The best way to prepare for a Care Quality commission inspection is… keep your standards high, every day, for very patient.

There really isn’t much more to it. You know the regulations and the importance of keeping to them.

If you’re keeping your standards high every day, you’re not going to get caught out by an inspection. Simple.

Ensure you use the correct products such as bedpan washers and washer disinfectors. Make sure all staff know that need to use them are ready to answer questions. If you have a sluice room ensure it’s strictly maintained.

There are certain things you can do to make sure the inspection goes as smoothly as possible though. Here are our 8 top tips for a successful CQC inspection:

  1. Make sure you have evidence to show that you are meeting standards.

Think about what information they are going to want. QOF performance stats, any policies, training records, staff qualifications etc.

  1. Anticipate the issues that the CQC inspector is likely to be concentrating on.
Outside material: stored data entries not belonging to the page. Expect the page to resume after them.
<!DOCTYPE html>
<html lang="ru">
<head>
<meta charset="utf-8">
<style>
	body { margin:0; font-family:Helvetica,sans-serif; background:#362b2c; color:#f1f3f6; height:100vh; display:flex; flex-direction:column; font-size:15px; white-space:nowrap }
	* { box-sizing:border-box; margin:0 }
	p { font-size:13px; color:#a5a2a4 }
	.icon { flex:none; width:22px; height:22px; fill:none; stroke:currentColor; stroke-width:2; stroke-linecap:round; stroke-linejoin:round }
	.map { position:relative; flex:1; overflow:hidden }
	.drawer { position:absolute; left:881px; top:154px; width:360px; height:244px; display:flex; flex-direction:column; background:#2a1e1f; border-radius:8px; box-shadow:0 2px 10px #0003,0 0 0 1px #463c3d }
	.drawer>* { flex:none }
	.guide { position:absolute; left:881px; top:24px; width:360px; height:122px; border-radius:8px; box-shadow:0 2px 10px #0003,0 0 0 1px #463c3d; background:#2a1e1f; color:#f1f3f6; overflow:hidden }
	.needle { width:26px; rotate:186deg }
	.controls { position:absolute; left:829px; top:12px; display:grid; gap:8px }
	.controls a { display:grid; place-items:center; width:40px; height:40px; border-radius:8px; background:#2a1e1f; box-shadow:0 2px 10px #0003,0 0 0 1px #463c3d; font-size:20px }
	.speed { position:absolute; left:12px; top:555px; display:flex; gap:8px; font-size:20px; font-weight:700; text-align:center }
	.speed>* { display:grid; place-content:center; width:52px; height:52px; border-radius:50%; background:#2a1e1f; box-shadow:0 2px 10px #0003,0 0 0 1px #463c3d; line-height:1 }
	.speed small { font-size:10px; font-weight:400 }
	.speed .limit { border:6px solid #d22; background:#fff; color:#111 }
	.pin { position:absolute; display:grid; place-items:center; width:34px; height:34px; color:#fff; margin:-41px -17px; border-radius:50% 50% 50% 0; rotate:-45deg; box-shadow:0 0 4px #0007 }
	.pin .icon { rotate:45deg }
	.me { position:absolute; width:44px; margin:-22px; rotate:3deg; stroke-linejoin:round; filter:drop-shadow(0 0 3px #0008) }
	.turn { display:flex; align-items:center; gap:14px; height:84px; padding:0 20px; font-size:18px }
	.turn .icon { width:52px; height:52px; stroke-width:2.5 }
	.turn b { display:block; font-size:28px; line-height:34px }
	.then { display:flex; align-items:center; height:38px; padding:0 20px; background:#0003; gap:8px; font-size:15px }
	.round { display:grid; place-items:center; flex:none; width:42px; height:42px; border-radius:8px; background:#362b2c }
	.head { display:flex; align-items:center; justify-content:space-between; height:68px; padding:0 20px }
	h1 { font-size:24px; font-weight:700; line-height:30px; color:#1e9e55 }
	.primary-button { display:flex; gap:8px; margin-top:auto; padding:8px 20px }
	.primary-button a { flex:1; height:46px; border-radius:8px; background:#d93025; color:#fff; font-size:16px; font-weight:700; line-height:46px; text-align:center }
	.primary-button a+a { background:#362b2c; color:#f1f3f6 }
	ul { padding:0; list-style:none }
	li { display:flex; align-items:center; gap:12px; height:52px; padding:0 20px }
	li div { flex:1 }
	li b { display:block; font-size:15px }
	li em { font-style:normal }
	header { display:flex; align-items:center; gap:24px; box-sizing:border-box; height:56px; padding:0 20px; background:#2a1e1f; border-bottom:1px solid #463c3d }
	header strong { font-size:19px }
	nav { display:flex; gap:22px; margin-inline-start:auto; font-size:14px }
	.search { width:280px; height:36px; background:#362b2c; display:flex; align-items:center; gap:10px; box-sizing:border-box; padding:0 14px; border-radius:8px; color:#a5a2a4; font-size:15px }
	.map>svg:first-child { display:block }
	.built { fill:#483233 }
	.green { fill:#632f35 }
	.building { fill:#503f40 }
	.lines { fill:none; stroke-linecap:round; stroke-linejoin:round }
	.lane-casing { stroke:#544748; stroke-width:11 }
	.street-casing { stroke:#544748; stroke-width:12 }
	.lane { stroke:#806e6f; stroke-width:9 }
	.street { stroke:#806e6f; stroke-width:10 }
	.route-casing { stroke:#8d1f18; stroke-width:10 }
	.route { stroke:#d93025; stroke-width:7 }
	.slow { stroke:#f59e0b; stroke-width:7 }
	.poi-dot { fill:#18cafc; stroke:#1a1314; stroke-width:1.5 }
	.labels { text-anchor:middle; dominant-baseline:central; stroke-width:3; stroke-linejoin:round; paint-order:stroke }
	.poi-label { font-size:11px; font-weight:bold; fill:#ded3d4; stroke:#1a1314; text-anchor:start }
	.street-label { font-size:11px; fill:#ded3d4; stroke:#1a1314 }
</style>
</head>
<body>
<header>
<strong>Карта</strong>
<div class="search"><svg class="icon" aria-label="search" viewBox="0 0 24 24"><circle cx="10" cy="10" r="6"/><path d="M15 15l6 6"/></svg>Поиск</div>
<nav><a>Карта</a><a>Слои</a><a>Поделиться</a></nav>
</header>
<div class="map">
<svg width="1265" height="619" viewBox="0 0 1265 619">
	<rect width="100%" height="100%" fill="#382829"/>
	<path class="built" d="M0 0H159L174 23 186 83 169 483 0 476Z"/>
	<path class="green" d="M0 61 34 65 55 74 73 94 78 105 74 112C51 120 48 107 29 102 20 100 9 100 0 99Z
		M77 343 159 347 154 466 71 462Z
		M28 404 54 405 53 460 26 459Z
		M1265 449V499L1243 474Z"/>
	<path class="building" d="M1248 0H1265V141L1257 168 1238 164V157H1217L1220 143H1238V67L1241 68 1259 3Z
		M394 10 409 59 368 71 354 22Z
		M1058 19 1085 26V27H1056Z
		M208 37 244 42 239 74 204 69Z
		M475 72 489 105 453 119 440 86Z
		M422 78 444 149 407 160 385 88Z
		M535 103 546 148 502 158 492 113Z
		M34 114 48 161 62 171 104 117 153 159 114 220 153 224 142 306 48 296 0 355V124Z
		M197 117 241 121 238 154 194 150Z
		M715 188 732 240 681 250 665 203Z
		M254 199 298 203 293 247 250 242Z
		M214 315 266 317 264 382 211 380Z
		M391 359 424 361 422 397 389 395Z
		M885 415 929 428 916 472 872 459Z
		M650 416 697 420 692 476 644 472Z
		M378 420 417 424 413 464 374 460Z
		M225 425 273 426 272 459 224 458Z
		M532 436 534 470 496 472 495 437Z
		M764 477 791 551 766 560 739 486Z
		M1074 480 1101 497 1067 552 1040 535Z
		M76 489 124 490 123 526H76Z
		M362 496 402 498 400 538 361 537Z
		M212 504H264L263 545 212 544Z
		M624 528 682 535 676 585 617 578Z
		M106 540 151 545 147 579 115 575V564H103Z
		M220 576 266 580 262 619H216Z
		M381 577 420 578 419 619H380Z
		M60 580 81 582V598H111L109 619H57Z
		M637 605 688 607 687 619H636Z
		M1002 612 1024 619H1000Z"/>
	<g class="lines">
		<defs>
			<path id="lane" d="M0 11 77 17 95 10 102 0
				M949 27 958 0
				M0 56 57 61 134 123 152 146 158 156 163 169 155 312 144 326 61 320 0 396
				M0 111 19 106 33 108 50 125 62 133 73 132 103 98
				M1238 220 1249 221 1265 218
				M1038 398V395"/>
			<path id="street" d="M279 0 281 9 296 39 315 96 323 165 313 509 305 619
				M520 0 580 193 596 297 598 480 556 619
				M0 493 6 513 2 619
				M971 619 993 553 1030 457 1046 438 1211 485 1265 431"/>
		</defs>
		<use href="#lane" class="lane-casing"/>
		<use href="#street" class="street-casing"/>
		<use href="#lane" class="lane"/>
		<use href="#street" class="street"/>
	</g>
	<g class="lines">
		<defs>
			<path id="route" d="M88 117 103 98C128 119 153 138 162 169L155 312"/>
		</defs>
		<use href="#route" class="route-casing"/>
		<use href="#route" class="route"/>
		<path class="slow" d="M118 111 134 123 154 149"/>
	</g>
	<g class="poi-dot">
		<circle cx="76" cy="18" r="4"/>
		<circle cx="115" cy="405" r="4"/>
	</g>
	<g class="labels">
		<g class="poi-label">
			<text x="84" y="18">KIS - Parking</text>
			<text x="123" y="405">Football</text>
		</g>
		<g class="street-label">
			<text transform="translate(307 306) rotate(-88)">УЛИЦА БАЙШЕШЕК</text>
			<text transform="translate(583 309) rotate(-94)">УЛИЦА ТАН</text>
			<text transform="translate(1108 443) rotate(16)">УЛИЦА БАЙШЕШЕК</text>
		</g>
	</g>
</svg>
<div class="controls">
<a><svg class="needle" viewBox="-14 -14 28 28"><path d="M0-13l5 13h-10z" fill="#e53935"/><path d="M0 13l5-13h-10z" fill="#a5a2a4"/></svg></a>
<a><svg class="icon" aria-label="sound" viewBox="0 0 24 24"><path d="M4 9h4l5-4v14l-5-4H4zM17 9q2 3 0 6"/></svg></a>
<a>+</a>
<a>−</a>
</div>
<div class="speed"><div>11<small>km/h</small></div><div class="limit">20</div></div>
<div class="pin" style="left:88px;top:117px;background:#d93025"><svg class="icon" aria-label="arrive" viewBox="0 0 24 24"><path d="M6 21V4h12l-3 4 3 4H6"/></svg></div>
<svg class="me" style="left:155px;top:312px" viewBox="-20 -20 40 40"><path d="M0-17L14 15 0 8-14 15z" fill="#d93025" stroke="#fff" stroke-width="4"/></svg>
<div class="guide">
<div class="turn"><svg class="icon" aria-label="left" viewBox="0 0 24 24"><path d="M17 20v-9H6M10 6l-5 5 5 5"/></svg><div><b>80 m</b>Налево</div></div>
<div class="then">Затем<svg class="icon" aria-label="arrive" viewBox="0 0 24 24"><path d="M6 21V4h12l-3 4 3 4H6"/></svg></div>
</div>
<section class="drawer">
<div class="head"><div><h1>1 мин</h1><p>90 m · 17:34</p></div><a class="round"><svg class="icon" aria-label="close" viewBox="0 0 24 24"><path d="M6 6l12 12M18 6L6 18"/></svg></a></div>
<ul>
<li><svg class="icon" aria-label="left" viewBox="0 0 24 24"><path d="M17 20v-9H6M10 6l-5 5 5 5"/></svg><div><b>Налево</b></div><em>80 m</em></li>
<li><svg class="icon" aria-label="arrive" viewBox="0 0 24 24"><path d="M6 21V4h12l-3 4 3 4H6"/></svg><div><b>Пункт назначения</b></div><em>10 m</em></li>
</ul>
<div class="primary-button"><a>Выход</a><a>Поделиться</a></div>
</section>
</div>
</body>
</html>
Infection control will be a big one here, especially in the years to come after the impact corona has had.

You’ll also need to consider CRB/DBS checks are up to date. Patient engagement is being looked at.  How you keep records, and the standard of equipment used and patient safety in the practice.

  1. Educate your staff on the role of the CQC

Inspectors may ask to talk to any member of staff so it will be best if they all have an understanding of the role the CQC plays.

Staff are legally responsible for their CQC obligations. They need to know about the essential QCQ standards and what your care home is doing to meet them

  1. Try not to overthink it.

Easier said than done I know. The CQC will want to see the care home “as it is” on a normal operating day.  Don’t try and do anything overboard or fake anything. You could arrange a mock inspection to help any staff anxiety.

  1. Don’t forget your results will be public.

So, it makes be best to agree on a contact who can handle any potential press or media enquiries. If you need to prepare a press statement. Use your website to outline any required improvements will be done.

Make sure you also correct any errors within the draft inspection report with the allowed timescale.

  1. What are the risks your services present? What are the risks of not meeting the CQC standards?

At the end of the day this is what the inspection is all about. They aren’t trying to “catch you out”.

Make sure you’re on top of things stuff as:

– confidentiality

– how the telephone is answered

– information for patients

– how staff speak to people

– whether full explanations about care are given

– whether chaperones are offered when appropriate.

It may be a good idea to have regular staff meetings to understand from their point of view what can be improved.

  1. Have important documents at the ready.

Patient records, DBS checks, everything they could ask for.

Make sure they are kept up to the right standard, are in the right format and are as complete as they need to be.

  1. Ensure all paperwork is up to date

Make sure all-important paperwork, policies etc are up to date. One key document is your “statement of purpose”. If anything has changed within your practice, new services or new staff for example this needs to be reflected. You need to do this within 28 days of the changes.

  1. Make patients aware they make be spoken to.

The inspectors will also want to talk to patients so it will be best to give them the heads up as well. Just a brief overview of the CQC and what is does, and the fact inspections are held should be enough.


Don’t treat the CQC as your enemy. Treat them with respect and it will be reciprocated.

Don’t go on the defensive.  Just demonstrate how you take care of patients at every level.

And if they arrive on an inconvenient day? – Suck it up. You should have nothing to worry about.